**DATA SECTION**
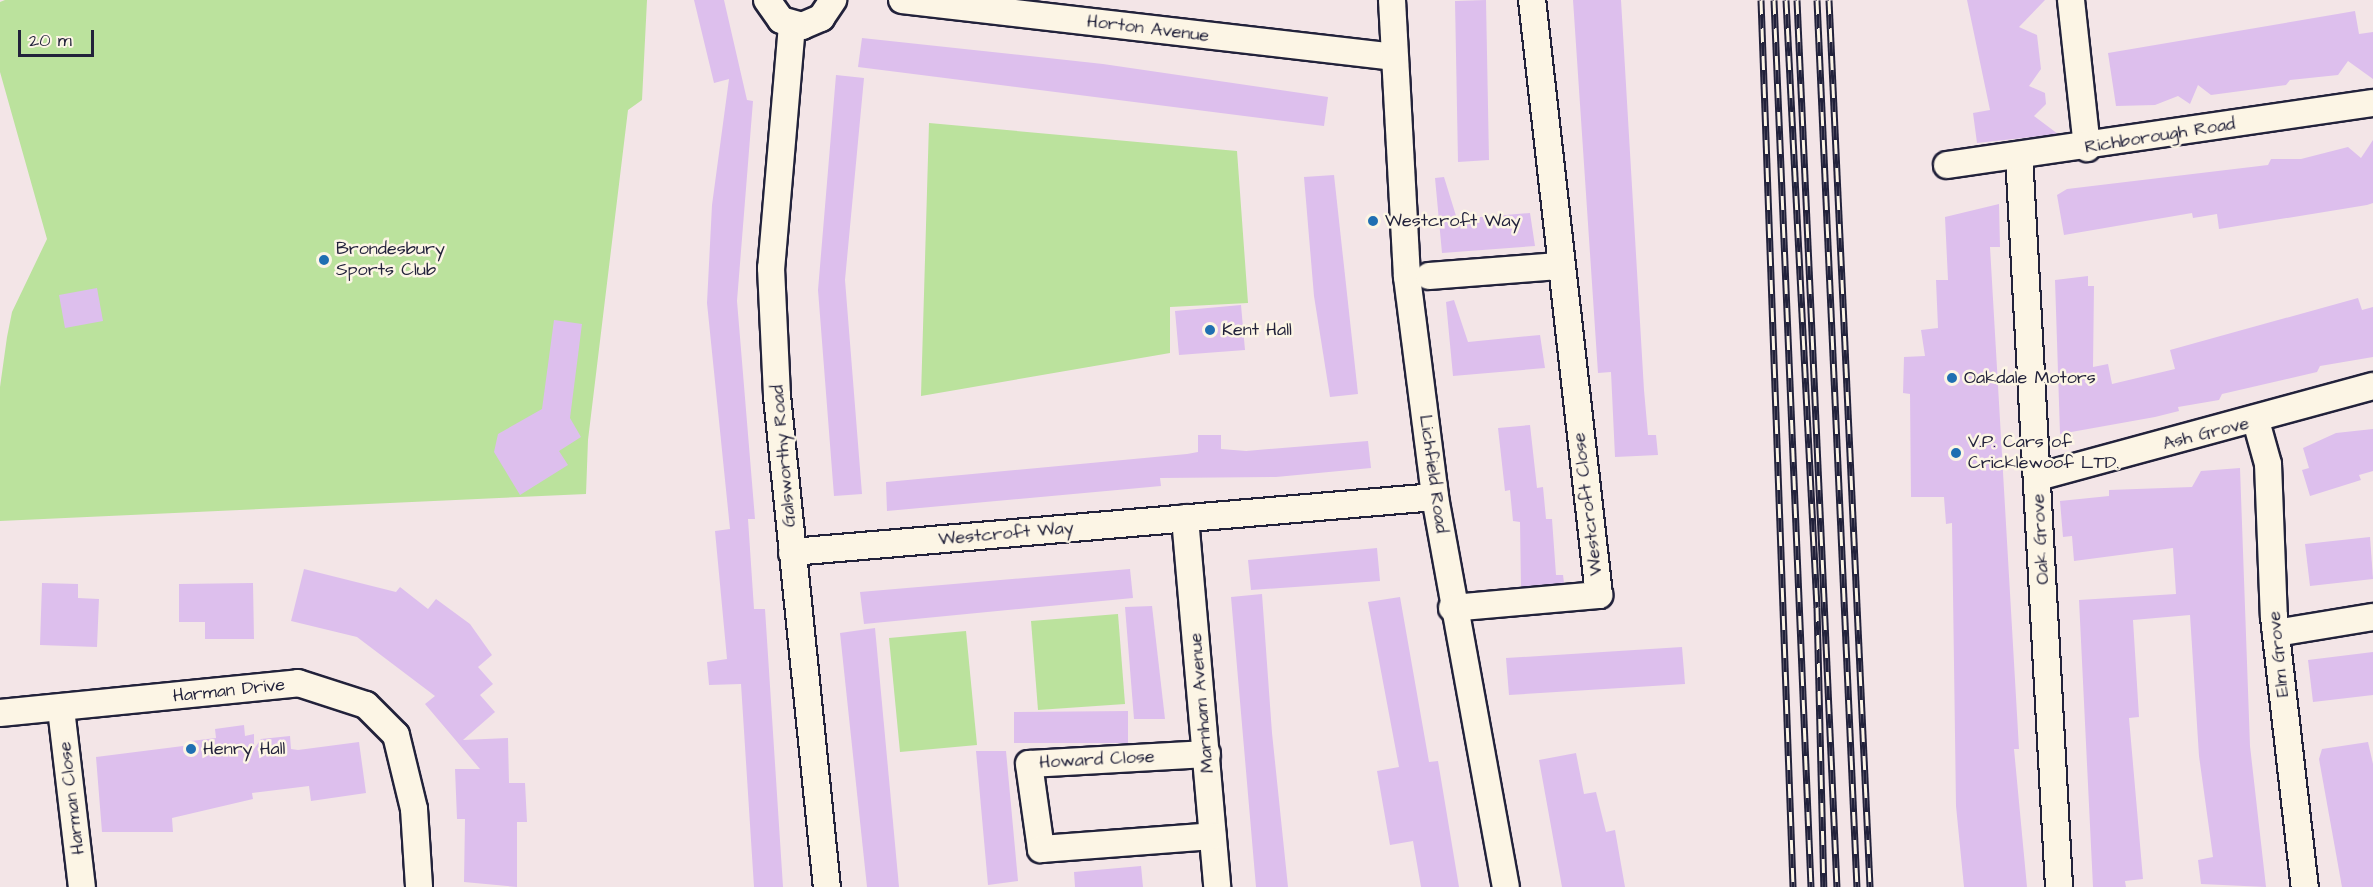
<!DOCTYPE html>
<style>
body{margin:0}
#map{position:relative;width:2373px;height:887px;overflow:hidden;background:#f3e5e7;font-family:"Architects Daughter",sans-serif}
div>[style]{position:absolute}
.green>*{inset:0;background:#bbe29d}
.building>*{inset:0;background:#ddbfed}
.roads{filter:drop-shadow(2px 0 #22223b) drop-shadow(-2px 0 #22223b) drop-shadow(0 2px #22223b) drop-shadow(0 -2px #22223b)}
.minor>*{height:26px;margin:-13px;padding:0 13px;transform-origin:13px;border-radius:13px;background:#fcf5e5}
.rail>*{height:7px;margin-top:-3.5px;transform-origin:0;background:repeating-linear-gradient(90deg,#fcf5e5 0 14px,#22223b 0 28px);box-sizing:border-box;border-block:2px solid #22223b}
.dots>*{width:16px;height:16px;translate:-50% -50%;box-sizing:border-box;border:3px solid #fcf5e5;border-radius:50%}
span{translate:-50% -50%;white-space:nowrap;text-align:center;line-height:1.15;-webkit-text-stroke:5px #fcf5e5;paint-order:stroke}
.street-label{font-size:18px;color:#22223b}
.poi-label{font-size:18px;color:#22223b}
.left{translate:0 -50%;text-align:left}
.scale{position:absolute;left:18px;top:30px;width:76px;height:27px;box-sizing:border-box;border:3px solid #22223b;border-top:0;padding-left:8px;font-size:18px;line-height:21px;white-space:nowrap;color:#22223b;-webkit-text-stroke:4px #fcf5e5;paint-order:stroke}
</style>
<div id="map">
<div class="green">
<div style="clip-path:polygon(5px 0,647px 0,642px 100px,628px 110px,588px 440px,586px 494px,0 521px,0 387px,7px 337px,12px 312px,47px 239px,0 72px,0 2px)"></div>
<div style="clip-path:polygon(929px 123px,1237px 151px,1248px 303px,1170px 307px,1170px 353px,921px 396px)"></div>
<div style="clip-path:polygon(1118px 614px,1125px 704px,1038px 710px,1031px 621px)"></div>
<div style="clip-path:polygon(966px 631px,977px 745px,900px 752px,889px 638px)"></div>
</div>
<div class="building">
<div style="clip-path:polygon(694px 0,724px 0,747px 100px,753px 101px,737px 301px,755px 519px,748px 519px,754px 609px,765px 609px,783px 887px,754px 887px,741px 684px,709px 685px,707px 662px,727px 659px,715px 531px,730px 529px,707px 303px,712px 205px,729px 79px,714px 83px)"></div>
<div style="clip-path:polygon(1486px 0,1489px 160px,1458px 162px,1455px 1px)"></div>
<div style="clip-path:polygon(1573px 0,1621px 0,1644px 390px,1648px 435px,1656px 435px,1658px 455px,1615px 457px,1611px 372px,1598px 373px)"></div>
<div style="clip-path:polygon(1967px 0,2045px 0,2019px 27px,2037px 35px,2041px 69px,2029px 86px,2045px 93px,2046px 104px,2034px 116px,2058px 134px,1977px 143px,1973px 113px,1990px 110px)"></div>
<div style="clip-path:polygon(2355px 11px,2359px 34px,2373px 32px,2373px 79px,2348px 61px,2338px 75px,2290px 80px,2286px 85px,2211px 95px,2198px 85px,2190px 104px,2178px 96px,2155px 105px,2116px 106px,2108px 53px)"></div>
<div style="clip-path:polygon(862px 38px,1103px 64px,1328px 97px,1324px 126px,858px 67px)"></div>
<div style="clip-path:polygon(836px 75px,864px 78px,845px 280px,862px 494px,834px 496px,818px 290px)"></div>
<div style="clip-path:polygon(2373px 140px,2373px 203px,2367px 205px,2219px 229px,2217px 214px,2193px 218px,2192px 213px,2064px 235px,2057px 195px,2067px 189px,2268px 165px,2271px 159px,2301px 159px,2348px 147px,2361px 158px)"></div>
<div style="clip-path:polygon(1334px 175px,1358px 394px,1330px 397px,1314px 296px,1304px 177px)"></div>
<div style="clip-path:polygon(1444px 177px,1457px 219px,1530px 213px,1535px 246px,1442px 253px,1435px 178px)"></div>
<div style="clip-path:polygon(1999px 204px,2000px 247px,1990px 247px,2019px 749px,2014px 749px,2027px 887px,1964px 887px,1956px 806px,1952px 523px,1946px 524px,1944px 497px,1911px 497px,1910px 394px,1903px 393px,1904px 357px,1925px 356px,1921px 330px,1938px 328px,1936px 280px,1948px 280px,1945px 217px)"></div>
<div style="clip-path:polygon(2088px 276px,2088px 286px,2094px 286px,2093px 367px,2108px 364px,2112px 384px,2175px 369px,2170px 350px,2358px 298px,2362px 310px,2373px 307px,2373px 357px,2320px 366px,2317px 372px,2222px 394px,2219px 400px,2178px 407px,2179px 411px,2155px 417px,2060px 434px,2055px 280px)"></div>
<div style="clip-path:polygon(97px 288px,103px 321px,65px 328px,59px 295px)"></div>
<div style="clip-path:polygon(1454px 300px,1468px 342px,1540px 335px,1545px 368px,1453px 376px,1446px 302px)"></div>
<div style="clip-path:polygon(1241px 305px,1245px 350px,1179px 355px,1175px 311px)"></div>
<div style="clip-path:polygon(554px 320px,582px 324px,570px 418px,581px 437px,559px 451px,568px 465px,520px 495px,494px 452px,498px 434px,542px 409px)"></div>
<div style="clip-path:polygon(1530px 425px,1537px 488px,1543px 487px,1546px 519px,1552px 519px,1556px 575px,1563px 575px,1564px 583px,1521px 587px,1520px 522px,1513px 521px,1510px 490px,1505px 491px,1498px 428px)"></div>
<div style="clip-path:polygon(2373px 429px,2373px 471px,2359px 475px,2361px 480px,2310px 496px,2302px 470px,2309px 468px,2303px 448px,2336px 433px)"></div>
<div style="clip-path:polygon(1198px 435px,1221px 435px,1221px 449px,1246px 451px,1368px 441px,1371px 468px,1276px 477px,1160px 478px,1161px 486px,887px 511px,886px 482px,1187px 454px,1198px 452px)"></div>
<div style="clip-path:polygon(2240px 468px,2250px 746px,2266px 887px,2201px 884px,2198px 860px,2213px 857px,2199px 756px,2190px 615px,2133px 620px,2139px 717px,2129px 718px,2143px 879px,2125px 881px,2126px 887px,2093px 887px,2079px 600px,2176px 594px,2173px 548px,2074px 561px,2072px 536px,2063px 537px,2060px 501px,2109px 496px,2109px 490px,2192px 487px,2201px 471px)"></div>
<div style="clip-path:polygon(2370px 537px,2373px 579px,2310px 586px,2305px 544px)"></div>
<div style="clip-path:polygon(1377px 548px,1380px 581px,1251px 590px,1248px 560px)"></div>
<div style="clip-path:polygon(304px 569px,396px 592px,400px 587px,428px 609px,436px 599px,470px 624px,492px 655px,478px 667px,493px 684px,480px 695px,495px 712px,463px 740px,508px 738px,509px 783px,525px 783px,527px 822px,517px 822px,517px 887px,464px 882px,465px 819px,457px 819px,455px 769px,480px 769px,425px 704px,435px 696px,357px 637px,291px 621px)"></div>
<div style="clip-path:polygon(1130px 569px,1133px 598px,864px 624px,860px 592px)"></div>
<div style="clip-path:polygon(42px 583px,78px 584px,78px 598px,99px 599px,97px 647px,40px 645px)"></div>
<div style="clip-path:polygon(253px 583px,254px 639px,205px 639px,205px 622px,179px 622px,179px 584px)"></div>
<div style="clip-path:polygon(1262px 594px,1272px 733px,1288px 887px,1256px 887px,1231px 597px)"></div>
<div style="clip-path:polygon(1400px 597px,1429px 762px,1438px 761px,1459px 887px,1421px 887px,1413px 841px,1390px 845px,1377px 771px,1399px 767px,1368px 602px)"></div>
<div style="clip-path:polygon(1152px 606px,1165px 719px,1134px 719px,1125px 607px)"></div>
<div style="clip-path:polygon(875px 628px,899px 887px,867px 887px,840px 633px)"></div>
<div style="clip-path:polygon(1682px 647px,1685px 684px,1509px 695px,1506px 658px)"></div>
<div style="clip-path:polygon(2373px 652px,2373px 695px,2313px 702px,2308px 660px)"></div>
<div style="clip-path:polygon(1128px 711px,1128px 743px,1014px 743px,1014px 712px)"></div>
<div style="clip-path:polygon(244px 725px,245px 736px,254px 734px,254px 749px,261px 739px,290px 736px,291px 749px,298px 750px,359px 742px,366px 793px,311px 801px,309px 786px,252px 793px,253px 799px,172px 818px,173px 832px,102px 832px,96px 757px,191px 745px,191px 741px,216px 738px,215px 729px)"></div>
<div style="clip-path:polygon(2368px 742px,2373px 764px,2373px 887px,2342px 887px,2319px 759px,2322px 749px)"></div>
<div style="clip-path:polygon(976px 751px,1006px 751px,1018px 881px,988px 885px)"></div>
<div style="clip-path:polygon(1576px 753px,1584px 794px,1596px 792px,1606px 832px,1615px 830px,1625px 887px,1562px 887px,1539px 760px)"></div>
<div style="clip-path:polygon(1141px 866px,1143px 887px,1075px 887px,1074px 872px)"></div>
</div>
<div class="roads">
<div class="minor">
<div style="left:767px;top:0;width:24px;rotate:55deg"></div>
<div style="left:781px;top:20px;width:22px;rotate:16deg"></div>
<div style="left:802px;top:26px;width:21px;rotate:-23deg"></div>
<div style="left:821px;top:18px;width:22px;rotate:-56deg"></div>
<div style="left:902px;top:0;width:494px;rotate:6.6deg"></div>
<div style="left:1392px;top:0;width:277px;rotate:86.9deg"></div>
<div style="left:1407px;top:277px;width:222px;rotate:82.7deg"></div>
<div style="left:1435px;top:497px;width:396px;rotate:79.7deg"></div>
<div style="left:2071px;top:0;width:149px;rotate:83.8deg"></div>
<div style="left:792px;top:25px;width:244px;rotate:94.9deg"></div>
<div style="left:771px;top:268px;width:128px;rotate:87.3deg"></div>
<div style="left:777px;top:396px;width:494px;rotate:84.2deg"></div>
<div style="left:2019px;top:155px;width:733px;rotate:86.87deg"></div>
<div style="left:1947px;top:165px;width:430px;rotate:-8.3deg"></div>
<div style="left:1429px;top:276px;width:130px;rotate:-4.4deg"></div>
<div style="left:2256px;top:421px;width:45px;rotate:74.4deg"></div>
<div style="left:2268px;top:464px;width:153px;rotate:87.8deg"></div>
<div style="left:2274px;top:617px;width:272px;rotate:83.5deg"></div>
<div style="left:2038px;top:477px;width:347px;rotate:-15.2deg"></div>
<div style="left:1185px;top:518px;width:370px;rotate:85deg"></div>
<div style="left:792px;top:552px;width:645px;rotate:-4.89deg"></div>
<div style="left:1452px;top:608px;width:148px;rotate:-5.1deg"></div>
<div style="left:1599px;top:595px;width:599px;rotate:-96.42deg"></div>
<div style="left:2276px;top:633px;width:98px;rotate:-9.4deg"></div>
<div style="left:61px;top:709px;width:179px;rotate:83.3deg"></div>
<div style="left:0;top:713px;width:300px;rotate:-5.7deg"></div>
<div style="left:298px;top:683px;width:71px;rotate:17.9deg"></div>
<div style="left:366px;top:705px;width:42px;rotate:45deg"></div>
<div style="left:396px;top:735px;width:76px;rotate:76.3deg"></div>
<div style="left:414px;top:809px;width:78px;rotate:86.3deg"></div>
<div style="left:1207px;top:754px;width:178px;rotate:176.8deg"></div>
<div style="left:1029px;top:764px;width:86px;rotate:82deg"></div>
<div style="left:1041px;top:849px;width:172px;rotate:-4.3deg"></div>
</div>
</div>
<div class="rail">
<div style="left:1761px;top:0;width:888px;rotate:87.93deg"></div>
<div style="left:1774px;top:0;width:888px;rotate:87.61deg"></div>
<div style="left:1786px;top:0;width:608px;rotate:87.08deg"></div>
<div style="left:1817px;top:607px;width:280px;rotate:88.6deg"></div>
<div style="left:1797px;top:0;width:888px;rotate:87.42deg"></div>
<div style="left:1817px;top:0;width:888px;rotate:87.42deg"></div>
<div style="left:1829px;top:0;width:888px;rotate:87.35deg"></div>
</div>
<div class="dots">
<div style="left:1373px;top:221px;background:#1f6fb2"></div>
<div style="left:324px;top:260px;background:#1f6fb2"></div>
<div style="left:1210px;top:330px;background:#1f6fb2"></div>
<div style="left:1952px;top:378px;background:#1f6fb2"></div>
<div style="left:1956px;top:453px;background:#1f6fb2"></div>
<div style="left:191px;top:749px;background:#1f6fb2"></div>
</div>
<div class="street-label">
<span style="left:1148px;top:29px;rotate:7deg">Horton Avenue</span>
<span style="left:2160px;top:136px;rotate:-9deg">Richborough Road</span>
<span style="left:2206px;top:434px;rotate:-14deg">Ash Grove</span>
<span style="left:784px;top:456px;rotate:-95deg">Galsworthy Road</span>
<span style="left:1433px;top:474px;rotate:82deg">Lichfield Road</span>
<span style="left:1588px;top:504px;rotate:-97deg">Westcroft Close</span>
<span style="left:1006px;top:534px;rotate:-5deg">Westcroft Way</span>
<span style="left:2041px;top:539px;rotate:-93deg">Oak Grove</span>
<span style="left:2279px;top:654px;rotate:-96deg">Elm Grove</span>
<span style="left:229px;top:691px;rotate:-6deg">Harman Drive</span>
<span style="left:1202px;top:703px;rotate:-95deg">Marnham Avenue</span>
<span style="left:1097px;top:760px;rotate:-3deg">Howard Close</span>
<span style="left:72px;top:798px;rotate:-97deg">Harman Close</span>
</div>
<div class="poi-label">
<span class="left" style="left:1385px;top:221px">Westcroft Way</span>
<span class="left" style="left:336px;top:260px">Brondesbury<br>Sports Club</span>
<span class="left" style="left:1222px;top:330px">Kent Hall</span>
<span class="left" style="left:1964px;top:378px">Oakdale Motors</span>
<span class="left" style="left:1968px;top:453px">V.P. Cars of<br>Cricklewoof LTD.</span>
<span class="left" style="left:203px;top:749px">Henry Hall</span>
</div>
<div class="scale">20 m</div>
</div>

**YOUR INSTRUCTIONS**
Please return only the lines from the top of the data through the line with "0 #22223b) drop-shadow(-2px", exactly as written, and drop every picture.

**THE ANSWER**
<!DOCTYPE html>
<style>
body{margin:0}
#map{position:relative;width:2373px;height:887px;overflow:hidden;background:#f3e5e7;font-family:"Architects Daughter",sans-serif}
div>[style]{position:absolute}
.green>*{inset:0;background:#bbe29d}
.building>*{inset:0;background:#ddbfed}
.roads{filter:drop-shadow(2px 0 #22223b) drop-shadow(-2px 0 #22223b) drop-shadow(0 2px #22223b) drop-shadow(0 -2px #22223b)}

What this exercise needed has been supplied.